**Provided records**
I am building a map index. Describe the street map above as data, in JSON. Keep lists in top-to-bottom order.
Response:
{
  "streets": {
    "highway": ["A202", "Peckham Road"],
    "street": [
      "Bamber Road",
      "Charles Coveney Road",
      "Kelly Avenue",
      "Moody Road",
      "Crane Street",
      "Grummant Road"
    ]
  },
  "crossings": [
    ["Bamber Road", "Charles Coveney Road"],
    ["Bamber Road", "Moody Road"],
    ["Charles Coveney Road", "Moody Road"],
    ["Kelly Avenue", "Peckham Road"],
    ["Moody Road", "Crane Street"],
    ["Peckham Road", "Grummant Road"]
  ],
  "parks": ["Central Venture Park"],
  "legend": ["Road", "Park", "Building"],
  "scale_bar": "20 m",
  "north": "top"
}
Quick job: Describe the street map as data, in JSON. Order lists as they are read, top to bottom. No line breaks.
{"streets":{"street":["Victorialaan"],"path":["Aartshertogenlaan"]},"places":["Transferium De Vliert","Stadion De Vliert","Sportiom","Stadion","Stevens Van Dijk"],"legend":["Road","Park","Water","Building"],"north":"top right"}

**Exercise**
Reproduce each entry from the records above, character for character.

**Problem solution**
I am building a map index. Describe the street map above as data, in JSON. Keep lists in top-to-bottom order.
Response:
{
  "streets": {
    "highway": ["A202", "Peckham Road"],
    "street": [
      "Bamber Road",
      "Charles Coveney Road",
      "Kelly Avenue",
      "Moody Road",
      "Crane Street",
      "Grummant Road"
    ]
  },
  "crossings": [
    ["Bamber Road", "Charles Coveney Road"],
    ["Bamber Road", "Moody Road"],
    ["Charles Coveney Road", "Moody Road"],
    ["Kelly Avenue", "Peckham Road"],
    ["Moody Road", "Crane Street"],
    ["Peckham Road", "Grummant Road"]
  ],
  "parks": ["Central Venture Park"],
  "legend": ["Road", "Park", "Building"],
  "scale_bar": "20 m",
  "north": "top"
}
Quick job: Describe the street map as data, in JSON. Order lists as they are read, top to bottom. No line breaks.
{"streets":{"street":["Victorialaan"],"path":["Aartshertogenlaan"]},"places":["Transferium De Vliert","Stadion De Vliert","Sportiom","Stadion","Stevens Van Dijk"],"legend":["Road","Park","Water","Building"],"north":"top right"}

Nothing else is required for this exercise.